◆ Task ◆
The response must contain each line of the material that holds "read".

◆ Input material ◆
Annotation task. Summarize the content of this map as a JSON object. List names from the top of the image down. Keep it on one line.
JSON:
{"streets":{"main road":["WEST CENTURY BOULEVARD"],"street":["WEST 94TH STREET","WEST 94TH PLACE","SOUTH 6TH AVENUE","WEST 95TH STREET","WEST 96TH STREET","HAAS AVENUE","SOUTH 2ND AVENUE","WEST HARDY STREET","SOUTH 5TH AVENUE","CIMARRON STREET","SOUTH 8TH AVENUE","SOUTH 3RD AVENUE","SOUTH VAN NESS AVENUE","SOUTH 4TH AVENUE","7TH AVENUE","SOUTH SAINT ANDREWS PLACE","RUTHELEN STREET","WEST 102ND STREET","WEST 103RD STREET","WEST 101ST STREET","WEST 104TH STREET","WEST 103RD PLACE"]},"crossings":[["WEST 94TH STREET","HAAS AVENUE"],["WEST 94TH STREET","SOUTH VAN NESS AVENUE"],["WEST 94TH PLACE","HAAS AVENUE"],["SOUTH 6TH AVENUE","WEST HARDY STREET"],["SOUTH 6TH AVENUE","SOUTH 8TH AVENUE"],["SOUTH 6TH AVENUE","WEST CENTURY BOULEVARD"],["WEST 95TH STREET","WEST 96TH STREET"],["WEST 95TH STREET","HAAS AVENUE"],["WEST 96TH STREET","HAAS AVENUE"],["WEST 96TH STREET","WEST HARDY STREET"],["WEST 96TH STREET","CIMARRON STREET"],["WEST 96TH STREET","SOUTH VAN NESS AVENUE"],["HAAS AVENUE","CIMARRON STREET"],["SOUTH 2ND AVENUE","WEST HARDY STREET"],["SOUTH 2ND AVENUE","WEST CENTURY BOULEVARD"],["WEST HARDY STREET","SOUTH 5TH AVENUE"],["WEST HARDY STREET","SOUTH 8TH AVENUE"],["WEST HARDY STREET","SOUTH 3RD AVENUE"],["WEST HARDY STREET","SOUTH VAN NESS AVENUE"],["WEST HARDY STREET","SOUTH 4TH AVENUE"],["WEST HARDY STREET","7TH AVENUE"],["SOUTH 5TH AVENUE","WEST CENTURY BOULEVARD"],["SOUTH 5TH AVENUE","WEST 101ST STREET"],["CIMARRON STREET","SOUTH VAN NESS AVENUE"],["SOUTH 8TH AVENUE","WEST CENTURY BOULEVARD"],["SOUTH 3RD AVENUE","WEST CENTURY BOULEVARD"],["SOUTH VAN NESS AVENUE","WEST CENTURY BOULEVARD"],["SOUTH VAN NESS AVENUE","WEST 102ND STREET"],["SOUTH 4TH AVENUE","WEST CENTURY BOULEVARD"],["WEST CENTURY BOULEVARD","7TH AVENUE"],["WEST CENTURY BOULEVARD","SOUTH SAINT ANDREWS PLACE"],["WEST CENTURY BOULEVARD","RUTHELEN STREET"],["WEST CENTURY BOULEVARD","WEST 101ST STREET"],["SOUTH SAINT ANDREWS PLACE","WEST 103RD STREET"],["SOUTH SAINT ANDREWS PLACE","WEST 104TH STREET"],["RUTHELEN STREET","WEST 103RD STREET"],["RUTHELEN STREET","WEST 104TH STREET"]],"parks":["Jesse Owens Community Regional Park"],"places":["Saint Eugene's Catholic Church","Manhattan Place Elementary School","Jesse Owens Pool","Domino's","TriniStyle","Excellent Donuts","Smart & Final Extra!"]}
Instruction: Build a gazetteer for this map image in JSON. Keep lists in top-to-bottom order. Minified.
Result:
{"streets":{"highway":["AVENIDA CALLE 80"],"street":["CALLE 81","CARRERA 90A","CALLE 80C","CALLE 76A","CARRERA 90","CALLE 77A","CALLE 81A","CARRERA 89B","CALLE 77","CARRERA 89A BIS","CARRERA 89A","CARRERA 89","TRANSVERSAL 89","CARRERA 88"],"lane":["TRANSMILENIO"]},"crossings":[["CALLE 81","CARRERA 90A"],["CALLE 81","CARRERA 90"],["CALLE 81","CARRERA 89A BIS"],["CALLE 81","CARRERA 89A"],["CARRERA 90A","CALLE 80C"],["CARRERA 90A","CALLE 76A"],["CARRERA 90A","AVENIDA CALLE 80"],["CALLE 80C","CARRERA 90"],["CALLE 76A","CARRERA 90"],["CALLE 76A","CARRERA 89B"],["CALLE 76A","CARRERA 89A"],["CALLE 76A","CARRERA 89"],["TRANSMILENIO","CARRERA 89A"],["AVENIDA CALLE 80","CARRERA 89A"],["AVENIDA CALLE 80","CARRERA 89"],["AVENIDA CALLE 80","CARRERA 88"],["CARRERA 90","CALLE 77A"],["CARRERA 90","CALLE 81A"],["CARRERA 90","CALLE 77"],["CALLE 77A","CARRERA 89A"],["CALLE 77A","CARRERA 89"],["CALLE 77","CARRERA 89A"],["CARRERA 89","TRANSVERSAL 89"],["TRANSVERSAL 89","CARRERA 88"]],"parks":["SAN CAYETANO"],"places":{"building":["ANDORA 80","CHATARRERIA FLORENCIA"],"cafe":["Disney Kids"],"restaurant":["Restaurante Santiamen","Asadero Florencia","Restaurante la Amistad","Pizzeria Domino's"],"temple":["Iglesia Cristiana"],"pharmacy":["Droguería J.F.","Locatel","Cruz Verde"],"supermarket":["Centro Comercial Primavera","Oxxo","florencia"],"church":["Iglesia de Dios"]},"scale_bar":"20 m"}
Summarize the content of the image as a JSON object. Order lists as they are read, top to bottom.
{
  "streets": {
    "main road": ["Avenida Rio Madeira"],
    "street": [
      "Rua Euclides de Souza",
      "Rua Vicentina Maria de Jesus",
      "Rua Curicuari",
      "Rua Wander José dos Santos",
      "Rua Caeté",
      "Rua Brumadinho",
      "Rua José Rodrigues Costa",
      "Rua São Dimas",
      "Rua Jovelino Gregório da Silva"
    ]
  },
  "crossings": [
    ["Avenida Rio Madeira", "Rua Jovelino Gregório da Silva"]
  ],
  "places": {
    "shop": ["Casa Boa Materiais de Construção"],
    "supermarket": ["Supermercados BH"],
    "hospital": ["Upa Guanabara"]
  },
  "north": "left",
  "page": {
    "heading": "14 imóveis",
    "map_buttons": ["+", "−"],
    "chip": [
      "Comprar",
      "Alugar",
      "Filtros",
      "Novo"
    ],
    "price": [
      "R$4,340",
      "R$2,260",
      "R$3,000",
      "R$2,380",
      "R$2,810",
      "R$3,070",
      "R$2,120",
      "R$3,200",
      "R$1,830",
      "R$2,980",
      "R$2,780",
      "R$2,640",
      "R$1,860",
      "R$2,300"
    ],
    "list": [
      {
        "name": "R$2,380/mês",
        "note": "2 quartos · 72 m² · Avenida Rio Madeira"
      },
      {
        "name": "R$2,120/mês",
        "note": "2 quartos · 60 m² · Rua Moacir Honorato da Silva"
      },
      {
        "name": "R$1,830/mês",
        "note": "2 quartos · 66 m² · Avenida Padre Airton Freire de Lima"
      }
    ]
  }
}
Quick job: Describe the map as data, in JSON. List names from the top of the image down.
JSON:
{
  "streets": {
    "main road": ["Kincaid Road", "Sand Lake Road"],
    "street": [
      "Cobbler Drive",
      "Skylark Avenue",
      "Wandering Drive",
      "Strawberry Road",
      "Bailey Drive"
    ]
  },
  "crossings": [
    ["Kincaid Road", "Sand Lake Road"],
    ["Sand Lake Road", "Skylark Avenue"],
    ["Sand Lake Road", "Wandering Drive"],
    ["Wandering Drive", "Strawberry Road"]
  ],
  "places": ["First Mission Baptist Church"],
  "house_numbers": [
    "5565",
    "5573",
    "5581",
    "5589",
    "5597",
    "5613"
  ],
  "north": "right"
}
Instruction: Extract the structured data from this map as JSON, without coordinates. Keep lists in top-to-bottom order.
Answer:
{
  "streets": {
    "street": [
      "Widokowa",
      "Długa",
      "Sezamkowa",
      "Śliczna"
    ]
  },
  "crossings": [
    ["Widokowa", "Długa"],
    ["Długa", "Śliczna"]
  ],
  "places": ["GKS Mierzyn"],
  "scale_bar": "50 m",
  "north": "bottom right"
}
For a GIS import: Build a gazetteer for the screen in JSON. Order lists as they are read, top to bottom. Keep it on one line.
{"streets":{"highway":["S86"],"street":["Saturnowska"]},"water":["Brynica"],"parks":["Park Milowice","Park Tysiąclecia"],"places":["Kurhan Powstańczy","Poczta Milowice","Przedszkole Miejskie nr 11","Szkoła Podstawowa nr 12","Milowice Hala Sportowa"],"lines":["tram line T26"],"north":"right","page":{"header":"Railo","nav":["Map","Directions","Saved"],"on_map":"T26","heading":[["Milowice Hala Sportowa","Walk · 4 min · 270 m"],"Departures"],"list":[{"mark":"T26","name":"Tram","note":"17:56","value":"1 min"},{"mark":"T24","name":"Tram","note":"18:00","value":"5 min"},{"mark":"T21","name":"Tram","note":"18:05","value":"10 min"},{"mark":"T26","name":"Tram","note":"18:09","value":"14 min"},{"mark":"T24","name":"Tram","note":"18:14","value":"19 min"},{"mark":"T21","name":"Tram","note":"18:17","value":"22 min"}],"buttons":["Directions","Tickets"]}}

◆ Result for this task ◆
Summarize the content of the image as a JSON object. Order lists as they are read, top to bottom.
For a GIS import: Build a gazetteer for the screen in JSON. Order lists as they are read, top to bottom. Keep it on one line.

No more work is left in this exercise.